**Action item**
Collect every line of the records below that contains the word "turn".

**Given data**
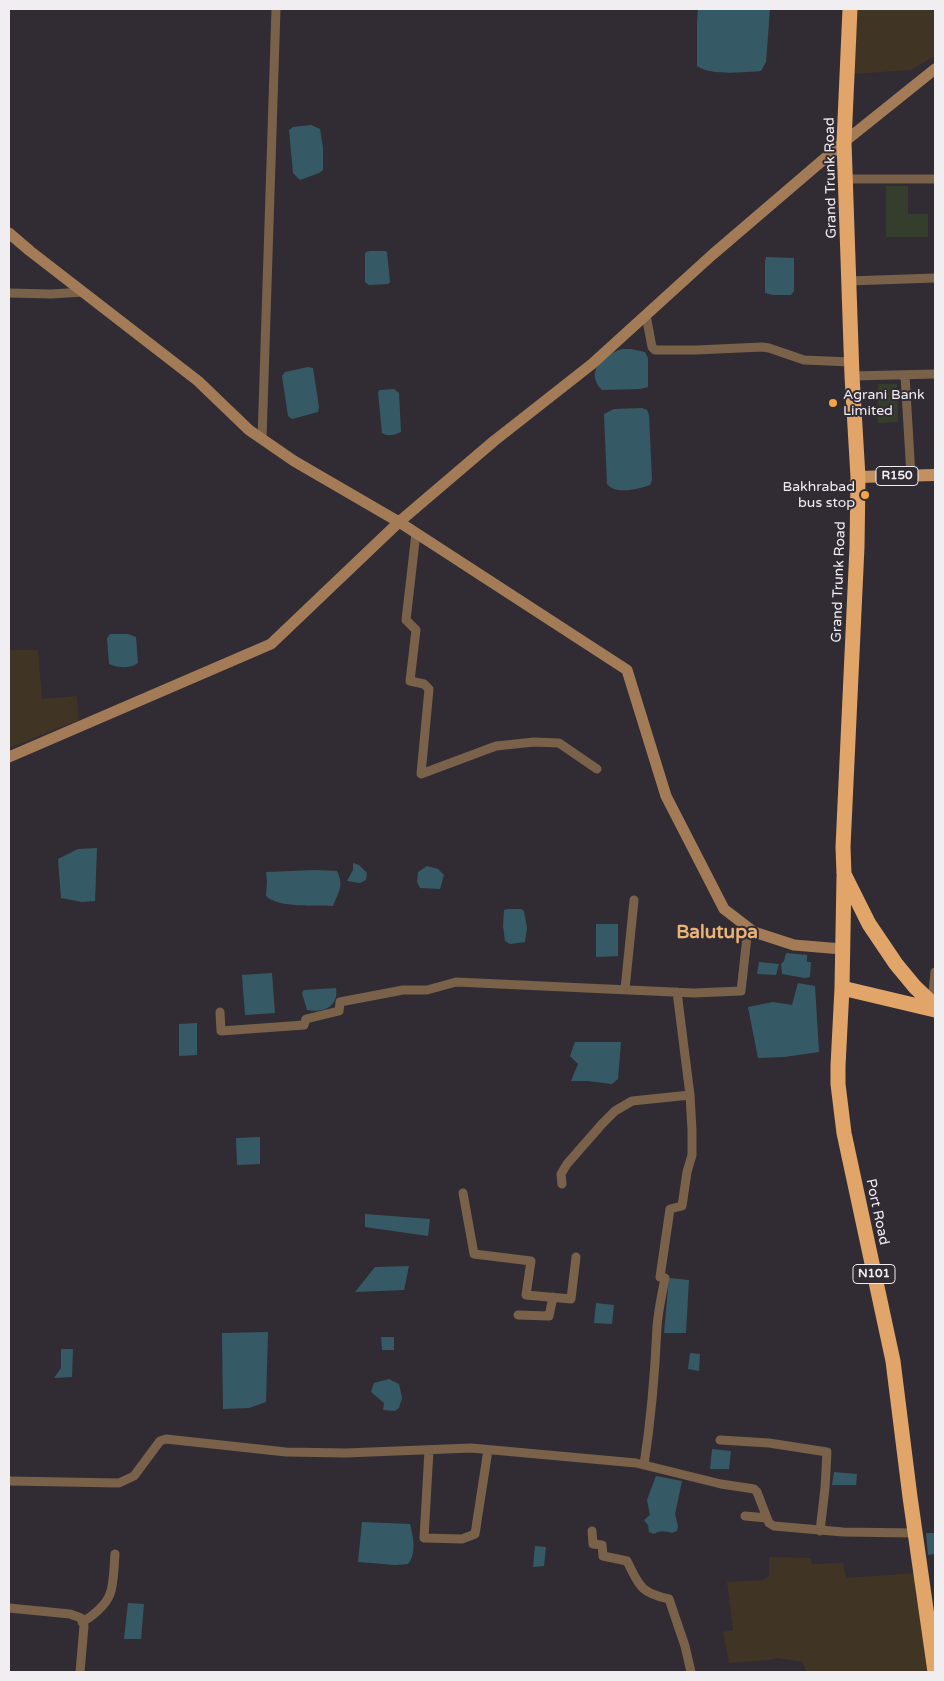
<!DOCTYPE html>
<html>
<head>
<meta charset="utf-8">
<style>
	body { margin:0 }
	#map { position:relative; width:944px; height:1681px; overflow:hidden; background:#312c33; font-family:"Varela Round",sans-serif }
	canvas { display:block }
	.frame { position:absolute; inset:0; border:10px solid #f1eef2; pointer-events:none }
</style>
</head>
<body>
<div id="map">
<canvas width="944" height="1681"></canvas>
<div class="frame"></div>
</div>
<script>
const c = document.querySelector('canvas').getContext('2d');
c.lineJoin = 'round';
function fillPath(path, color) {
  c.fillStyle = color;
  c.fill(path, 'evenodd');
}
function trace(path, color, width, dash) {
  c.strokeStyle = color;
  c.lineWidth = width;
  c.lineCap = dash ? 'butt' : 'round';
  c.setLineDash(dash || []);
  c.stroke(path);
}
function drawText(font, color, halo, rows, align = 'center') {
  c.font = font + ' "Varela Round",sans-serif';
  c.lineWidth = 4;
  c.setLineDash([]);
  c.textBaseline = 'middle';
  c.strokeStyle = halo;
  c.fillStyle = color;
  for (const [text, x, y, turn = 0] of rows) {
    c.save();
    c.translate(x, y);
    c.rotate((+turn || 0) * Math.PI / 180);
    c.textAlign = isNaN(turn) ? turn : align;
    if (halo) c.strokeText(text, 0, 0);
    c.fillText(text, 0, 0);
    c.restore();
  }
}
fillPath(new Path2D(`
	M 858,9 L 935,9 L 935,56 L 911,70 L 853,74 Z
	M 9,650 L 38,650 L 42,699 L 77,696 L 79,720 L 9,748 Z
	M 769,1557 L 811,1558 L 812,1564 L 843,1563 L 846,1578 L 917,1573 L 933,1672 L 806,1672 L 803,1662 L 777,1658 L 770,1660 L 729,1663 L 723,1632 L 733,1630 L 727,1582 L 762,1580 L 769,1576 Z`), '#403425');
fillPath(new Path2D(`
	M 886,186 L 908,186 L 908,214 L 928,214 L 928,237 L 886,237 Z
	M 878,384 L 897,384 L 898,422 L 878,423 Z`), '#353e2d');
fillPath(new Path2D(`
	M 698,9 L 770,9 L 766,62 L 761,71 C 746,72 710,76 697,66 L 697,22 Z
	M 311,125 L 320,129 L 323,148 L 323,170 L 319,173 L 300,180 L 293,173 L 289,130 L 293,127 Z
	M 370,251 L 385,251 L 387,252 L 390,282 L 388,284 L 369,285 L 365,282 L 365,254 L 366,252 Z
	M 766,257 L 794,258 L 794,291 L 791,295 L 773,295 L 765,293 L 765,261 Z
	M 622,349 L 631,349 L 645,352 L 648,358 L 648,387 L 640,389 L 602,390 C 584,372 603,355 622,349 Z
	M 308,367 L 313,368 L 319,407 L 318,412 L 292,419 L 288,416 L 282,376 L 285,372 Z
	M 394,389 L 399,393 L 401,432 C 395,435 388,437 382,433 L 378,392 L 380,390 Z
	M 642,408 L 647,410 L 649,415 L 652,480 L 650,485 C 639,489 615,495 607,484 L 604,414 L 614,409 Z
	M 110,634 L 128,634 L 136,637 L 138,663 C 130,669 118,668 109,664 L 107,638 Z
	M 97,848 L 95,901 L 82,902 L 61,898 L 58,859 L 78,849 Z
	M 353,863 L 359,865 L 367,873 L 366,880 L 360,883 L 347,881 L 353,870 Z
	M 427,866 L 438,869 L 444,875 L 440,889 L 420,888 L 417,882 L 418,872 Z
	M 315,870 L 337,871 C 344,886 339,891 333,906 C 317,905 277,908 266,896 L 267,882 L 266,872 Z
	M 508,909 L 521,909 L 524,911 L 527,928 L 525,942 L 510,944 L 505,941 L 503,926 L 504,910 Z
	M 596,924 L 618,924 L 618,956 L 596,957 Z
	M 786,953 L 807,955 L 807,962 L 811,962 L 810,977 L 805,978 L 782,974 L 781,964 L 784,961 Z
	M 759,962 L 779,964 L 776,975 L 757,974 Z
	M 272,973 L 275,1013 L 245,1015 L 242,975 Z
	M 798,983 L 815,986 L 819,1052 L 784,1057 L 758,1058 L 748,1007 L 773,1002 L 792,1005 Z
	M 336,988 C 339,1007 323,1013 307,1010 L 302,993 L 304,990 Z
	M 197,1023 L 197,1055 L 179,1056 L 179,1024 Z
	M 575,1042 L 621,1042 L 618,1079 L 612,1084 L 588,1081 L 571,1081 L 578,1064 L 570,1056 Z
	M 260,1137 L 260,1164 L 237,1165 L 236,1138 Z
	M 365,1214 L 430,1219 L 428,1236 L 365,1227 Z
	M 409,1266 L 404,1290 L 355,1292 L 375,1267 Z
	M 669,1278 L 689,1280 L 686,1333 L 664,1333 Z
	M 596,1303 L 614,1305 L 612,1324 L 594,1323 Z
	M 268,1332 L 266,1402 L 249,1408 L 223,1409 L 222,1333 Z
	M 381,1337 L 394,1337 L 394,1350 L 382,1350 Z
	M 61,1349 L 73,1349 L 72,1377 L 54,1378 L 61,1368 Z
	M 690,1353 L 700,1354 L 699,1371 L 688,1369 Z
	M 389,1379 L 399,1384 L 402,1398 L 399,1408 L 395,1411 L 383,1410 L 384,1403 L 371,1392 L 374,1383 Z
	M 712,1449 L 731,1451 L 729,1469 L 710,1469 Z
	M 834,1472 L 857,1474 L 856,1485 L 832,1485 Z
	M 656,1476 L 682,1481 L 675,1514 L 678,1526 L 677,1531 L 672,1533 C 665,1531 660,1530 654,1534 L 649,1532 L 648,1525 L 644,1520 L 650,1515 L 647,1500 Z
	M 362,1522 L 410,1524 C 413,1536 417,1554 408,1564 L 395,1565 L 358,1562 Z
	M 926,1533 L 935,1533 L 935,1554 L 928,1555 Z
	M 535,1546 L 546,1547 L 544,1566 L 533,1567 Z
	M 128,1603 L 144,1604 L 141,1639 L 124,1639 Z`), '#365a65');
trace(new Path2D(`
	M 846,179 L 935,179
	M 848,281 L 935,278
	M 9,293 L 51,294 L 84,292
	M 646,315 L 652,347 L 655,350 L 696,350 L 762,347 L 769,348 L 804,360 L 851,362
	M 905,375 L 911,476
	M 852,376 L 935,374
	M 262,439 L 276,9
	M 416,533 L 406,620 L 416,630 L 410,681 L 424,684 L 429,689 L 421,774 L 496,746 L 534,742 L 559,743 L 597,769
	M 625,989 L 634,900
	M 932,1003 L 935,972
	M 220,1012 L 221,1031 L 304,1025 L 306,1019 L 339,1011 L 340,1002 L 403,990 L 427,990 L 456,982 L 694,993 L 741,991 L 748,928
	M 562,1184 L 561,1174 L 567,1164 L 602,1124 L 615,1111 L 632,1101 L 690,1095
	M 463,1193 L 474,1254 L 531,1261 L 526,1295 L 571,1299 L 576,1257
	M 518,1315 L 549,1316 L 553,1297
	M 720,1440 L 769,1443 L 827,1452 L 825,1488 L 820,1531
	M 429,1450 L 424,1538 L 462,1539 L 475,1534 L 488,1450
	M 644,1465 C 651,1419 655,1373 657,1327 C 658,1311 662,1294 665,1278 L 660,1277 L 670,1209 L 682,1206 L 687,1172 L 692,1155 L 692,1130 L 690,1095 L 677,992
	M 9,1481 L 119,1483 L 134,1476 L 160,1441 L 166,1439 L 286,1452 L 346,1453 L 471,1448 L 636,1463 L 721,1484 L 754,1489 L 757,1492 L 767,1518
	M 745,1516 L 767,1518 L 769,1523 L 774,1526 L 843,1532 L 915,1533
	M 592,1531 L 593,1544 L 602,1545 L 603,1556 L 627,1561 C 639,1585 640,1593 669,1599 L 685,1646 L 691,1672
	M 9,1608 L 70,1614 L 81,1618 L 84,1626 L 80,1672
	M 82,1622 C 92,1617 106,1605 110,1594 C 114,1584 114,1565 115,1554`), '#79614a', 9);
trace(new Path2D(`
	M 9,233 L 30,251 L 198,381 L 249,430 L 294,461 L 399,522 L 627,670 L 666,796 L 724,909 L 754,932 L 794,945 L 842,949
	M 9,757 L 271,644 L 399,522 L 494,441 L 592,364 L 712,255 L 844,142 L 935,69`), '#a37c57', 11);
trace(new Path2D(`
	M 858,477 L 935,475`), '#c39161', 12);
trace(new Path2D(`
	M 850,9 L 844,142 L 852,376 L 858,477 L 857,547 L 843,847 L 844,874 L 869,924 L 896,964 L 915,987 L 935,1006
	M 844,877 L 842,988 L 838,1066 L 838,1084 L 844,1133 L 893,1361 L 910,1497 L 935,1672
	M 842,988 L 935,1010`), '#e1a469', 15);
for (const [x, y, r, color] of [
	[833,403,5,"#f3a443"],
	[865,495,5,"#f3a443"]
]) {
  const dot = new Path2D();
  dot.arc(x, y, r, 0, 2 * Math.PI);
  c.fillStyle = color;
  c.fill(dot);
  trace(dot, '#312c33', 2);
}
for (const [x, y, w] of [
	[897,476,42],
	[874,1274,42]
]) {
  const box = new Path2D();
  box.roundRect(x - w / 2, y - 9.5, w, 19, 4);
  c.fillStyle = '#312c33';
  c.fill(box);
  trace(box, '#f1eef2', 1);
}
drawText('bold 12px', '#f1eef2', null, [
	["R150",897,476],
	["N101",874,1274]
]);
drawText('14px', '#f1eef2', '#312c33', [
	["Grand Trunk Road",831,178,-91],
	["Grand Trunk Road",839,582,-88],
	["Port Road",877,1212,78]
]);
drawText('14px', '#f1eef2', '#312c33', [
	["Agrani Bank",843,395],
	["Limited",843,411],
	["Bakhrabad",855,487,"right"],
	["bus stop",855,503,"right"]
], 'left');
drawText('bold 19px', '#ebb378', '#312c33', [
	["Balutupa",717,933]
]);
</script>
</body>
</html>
* * *
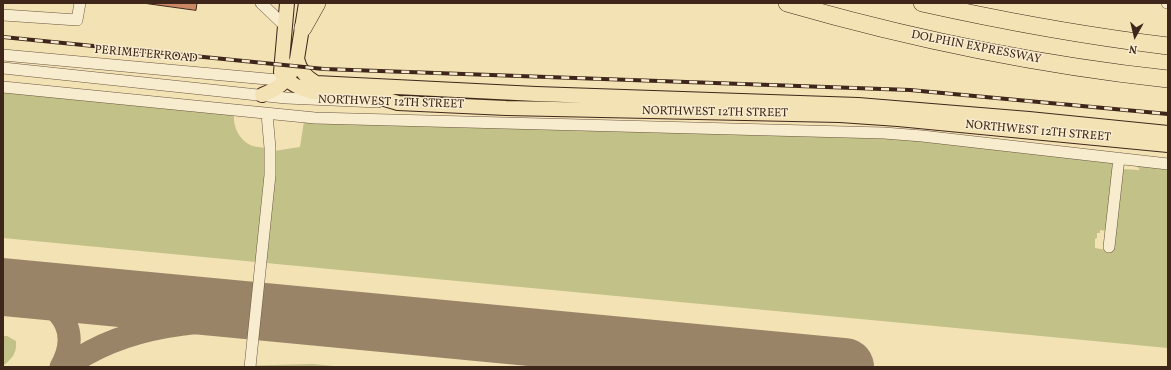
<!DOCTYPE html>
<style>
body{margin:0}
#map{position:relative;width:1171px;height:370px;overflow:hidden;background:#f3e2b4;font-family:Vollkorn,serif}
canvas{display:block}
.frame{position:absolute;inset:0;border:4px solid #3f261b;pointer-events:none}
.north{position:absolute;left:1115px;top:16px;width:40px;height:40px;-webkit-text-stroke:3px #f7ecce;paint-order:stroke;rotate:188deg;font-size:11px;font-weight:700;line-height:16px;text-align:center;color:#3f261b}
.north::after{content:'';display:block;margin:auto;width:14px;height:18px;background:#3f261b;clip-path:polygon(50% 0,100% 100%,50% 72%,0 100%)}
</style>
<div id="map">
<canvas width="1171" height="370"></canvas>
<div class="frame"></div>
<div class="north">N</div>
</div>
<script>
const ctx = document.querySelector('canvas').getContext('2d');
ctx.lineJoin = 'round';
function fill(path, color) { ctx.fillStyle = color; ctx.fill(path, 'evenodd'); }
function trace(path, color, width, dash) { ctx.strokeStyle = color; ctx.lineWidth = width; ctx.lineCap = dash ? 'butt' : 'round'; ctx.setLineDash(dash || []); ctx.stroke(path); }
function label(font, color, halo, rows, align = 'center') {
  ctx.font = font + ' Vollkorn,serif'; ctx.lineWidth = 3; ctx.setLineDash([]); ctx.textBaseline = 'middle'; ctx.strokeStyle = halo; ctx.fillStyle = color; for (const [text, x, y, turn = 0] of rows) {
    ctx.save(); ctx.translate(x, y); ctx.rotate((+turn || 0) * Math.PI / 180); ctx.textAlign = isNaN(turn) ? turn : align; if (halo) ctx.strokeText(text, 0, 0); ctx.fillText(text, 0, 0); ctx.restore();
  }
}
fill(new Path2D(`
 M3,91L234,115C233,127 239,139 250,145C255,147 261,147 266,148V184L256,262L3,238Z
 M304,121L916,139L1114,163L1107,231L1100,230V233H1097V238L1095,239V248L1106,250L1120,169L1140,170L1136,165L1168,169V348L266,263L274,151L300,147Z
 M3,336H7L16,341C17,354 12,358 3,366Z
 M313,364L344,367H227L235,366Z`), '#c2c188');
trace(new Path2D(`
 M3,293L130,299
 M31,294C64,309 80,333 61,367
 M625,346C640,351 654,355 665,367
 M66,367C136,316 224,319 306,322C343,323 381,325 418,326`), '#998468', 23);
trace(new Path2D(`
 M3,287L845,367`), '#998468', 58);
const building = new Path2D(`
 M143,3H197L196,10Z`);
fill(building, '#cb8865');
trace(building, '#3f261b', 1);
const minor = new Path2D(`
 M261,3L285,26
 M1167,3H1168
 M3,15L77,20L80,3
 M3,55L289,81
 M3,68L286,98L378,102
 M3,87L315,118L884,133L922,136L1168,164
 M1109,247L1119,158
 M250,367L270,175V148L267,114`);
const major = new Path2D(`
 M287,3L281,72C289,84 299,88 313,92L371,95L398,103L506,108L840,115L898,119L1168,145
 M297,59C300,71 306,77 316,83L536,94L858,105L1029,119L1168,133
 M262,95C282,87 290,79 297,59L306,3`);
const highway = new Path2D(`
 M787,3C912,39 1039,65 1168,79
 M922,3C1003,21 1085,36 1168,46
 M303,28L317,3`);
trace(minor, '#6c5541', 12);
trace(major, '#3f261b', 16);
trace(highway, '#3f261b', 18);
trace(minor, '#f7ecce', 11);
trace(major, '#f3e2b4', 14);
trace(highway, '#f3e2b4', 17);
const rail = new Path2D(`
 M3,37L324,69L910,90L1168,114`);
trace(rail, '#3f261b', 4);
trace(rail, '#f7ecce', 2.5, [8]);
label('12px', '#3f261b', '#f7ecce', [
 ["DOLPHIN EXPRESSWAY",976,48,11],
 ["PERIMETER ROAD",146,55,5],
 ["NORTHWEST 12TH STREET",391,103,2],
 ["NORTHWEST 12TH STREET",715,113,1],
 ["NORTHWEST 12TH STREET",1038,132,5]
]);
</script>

**Result for this task**
  for (const [text, x, y, turn = 0] of rows) {
    c.rotate((+turn || 0) * Math.PI / 180);
    c.textAlign = isNaN(turn) ? turn : align;
  ctx.font = font + ' Vollkorn,serif'; ctx.lineWidth = 3; ctx.setLineDash([]); ctx.textBaseline = 'middle'; ctx.strokeStyle = halo; ctx.fillStyle = color; for (const [text, x, y, turn = 0] of rows) {
    ctx.save(); ctx.translate(x, y); ctx.rotate((+turn || 0) * Math.PI / 180); ctx.textAlign = isNaN(turn) ? turn : align; if (halo) ctx.strokeText(text, 0, 0); ctx.fillText(text, 0, 0); ctx.restore();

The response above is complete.